By 2030, Lebanon aims to generate 18% of its electricity and 11% of its heating from renewable sources, up from a previous combined target of 15%.
“Lebanon will need international support to successfully overcome the economic downturn, and to sustainably rebuild its economy and the resilience of its society,” the government said in its submission.
Lebanon will prioritise adaptation measures, such as combating desertification and helping farmers increase their resilience to climate impacts, over the next decade, the government added. The arid country is vulnerable to drought and rising sea levels.
“Lebanon views climate change as a threat multiplier to its current struggles. Adverse climate impacts will add an additional layer of challenges and set back any improvement in the Lebanese socio-economic status,” Mary Awad, who works in climate policy at the United Nations Development Programme, told Climate Home News.
UN climate chief Patricia Espinosa and Cop26 president Alok Sharma both welcomed Lebanon’s announcement on Twitter.
Lebanon’s climate plan was published amid mounting public anger at the political and economic turmoil. Protesters took to the streets in Beirut this week, blocking roads and burning tyres as the Lebanese currency crashed to a tenth of what it was worth at the start of the economic crisis in late 2019.
The country has been grappling with the disintegration of Syria for over a decade, taking in over 1.5 million Syrian refugees since 2011. It has one of the highest coronavirus infection rates in the region.
Lebanon’s troubles deepened last summer when a deadly explosion at Beirut’s port devastated huge swathes of the city and left 300,000 people homeless.
The Lebanese government resigned following the blast but a deadlock between former president Michael Aoun and his designated successor Saad al-Hariri has delayed the formation of a new cabinet.

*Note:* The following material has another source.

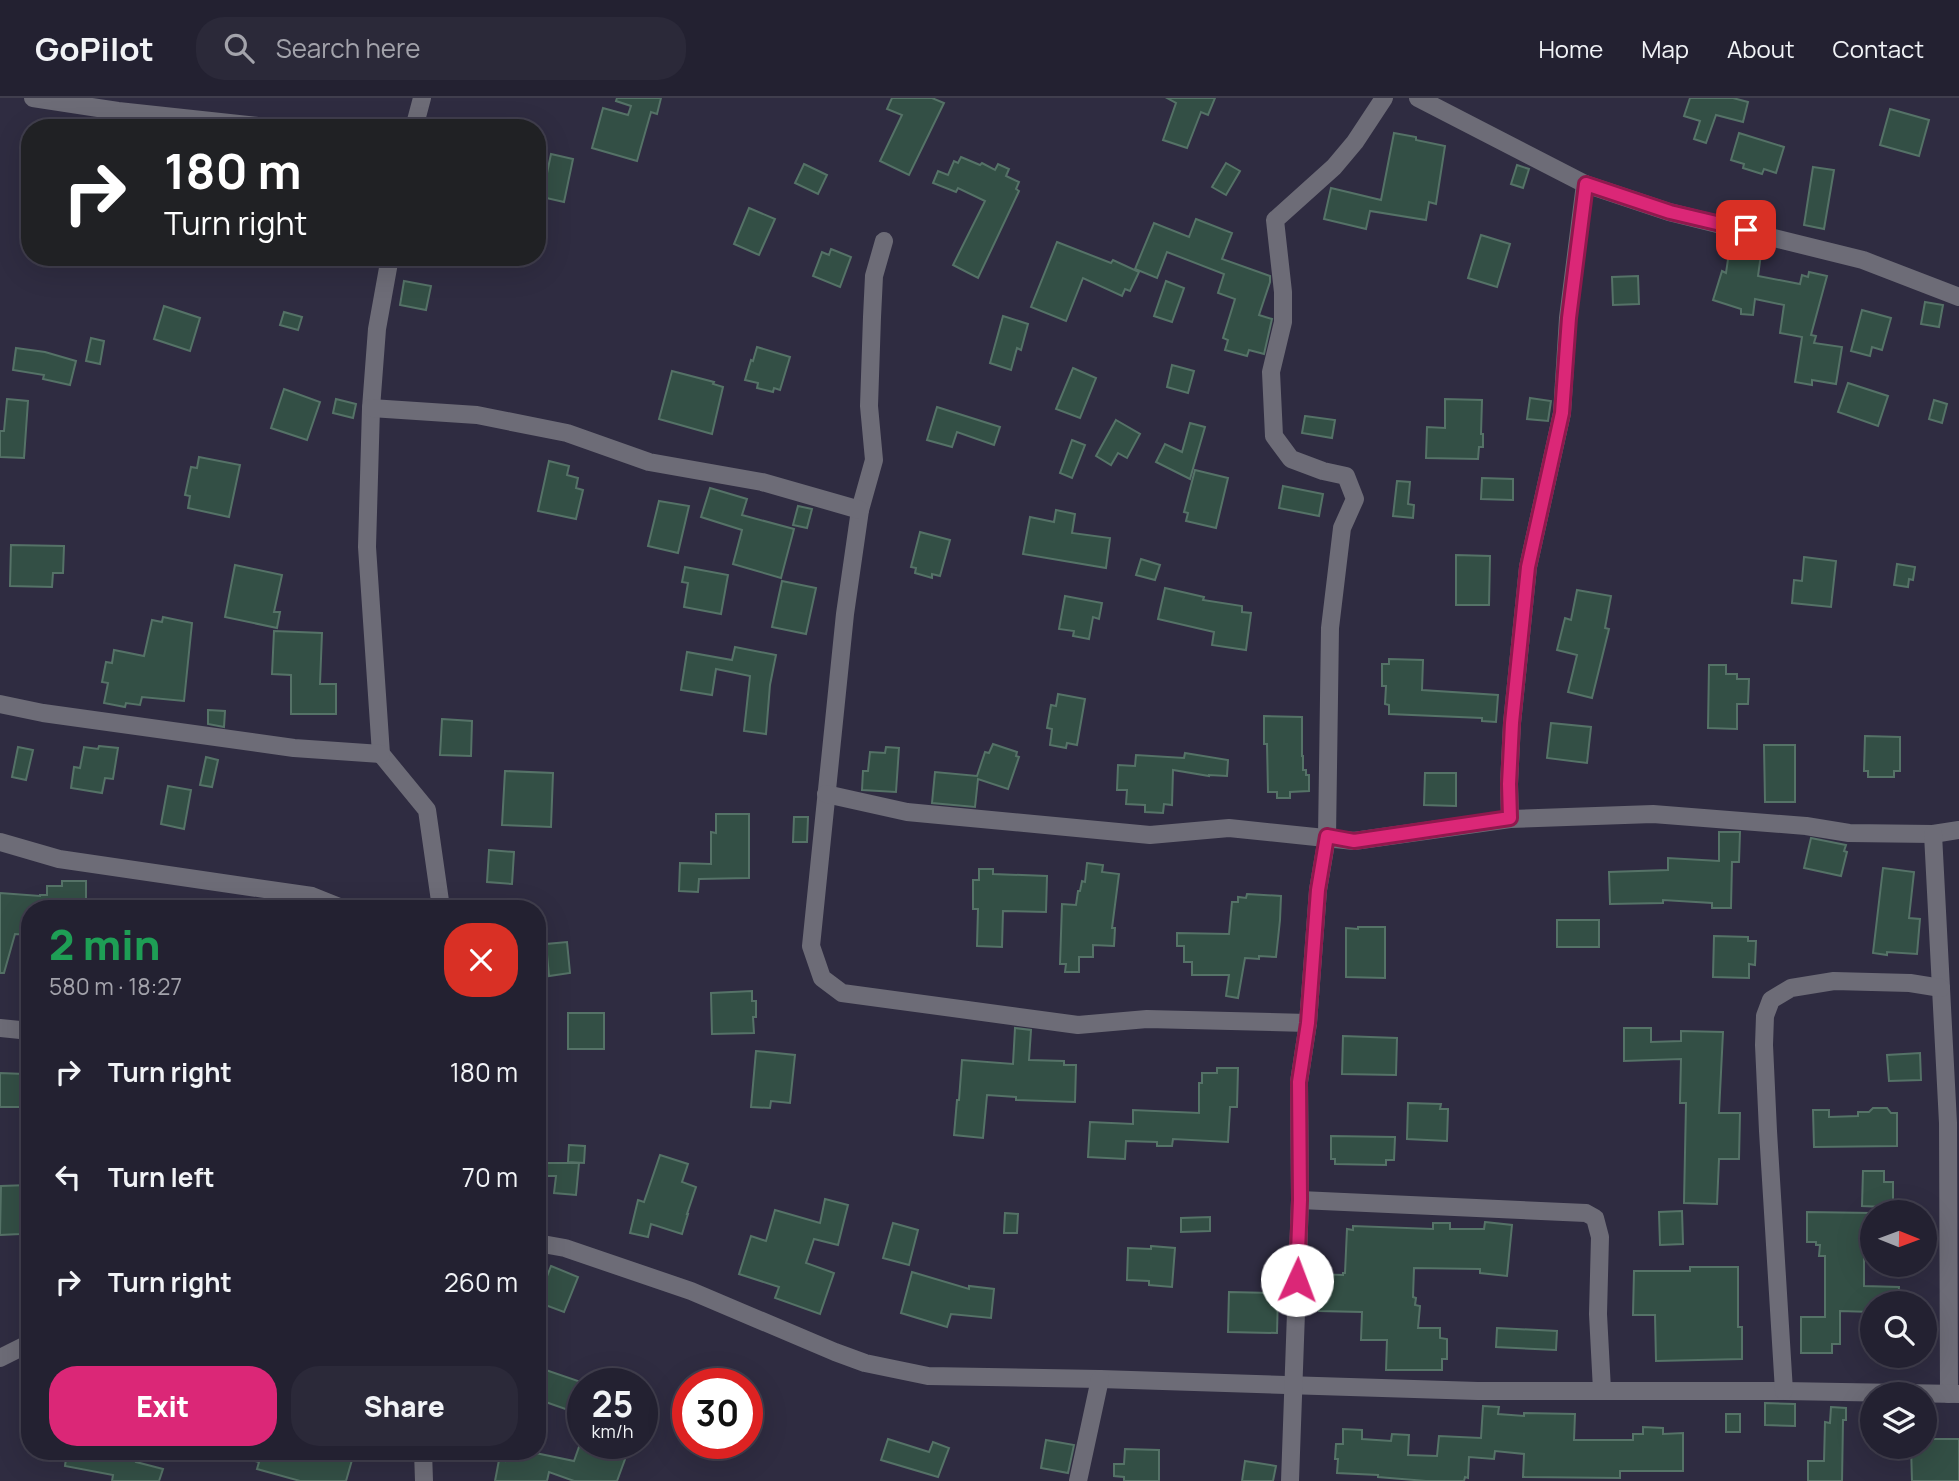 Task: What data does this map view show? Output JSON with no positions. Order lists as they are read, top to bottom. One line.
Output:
{"north":"right","page":{"header":"GoPilot","search":"Search here","nav":["Home","Map","About","Contact"],"turn":["180 m","Turn right"],"heading":["2 min","580 m · 18:27"],"list":[{"name":"Turn right","value":"180 m"},{"name":"Turn left","value":"70 m"},{"name":"Turn right","value":"260 m"}],"buttons":["Exit","Share"],"speed":"25 km/h","limit":"30"}}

The country is embroiled in a long-standing maritime border dispute with neighbouring Israel over a 330-square-mile area of ocean which has abundant reserves of methane gas. Access to the offshore gas would be a major boon for Lebanon’s economy but a resolution to the dispute has not been reached.
“Lebanon will have to undergo extensive institutional, administrative, financial and political reforms in order for the implementation [of its climate plan] to be swift, effective and impactful,” said Awad.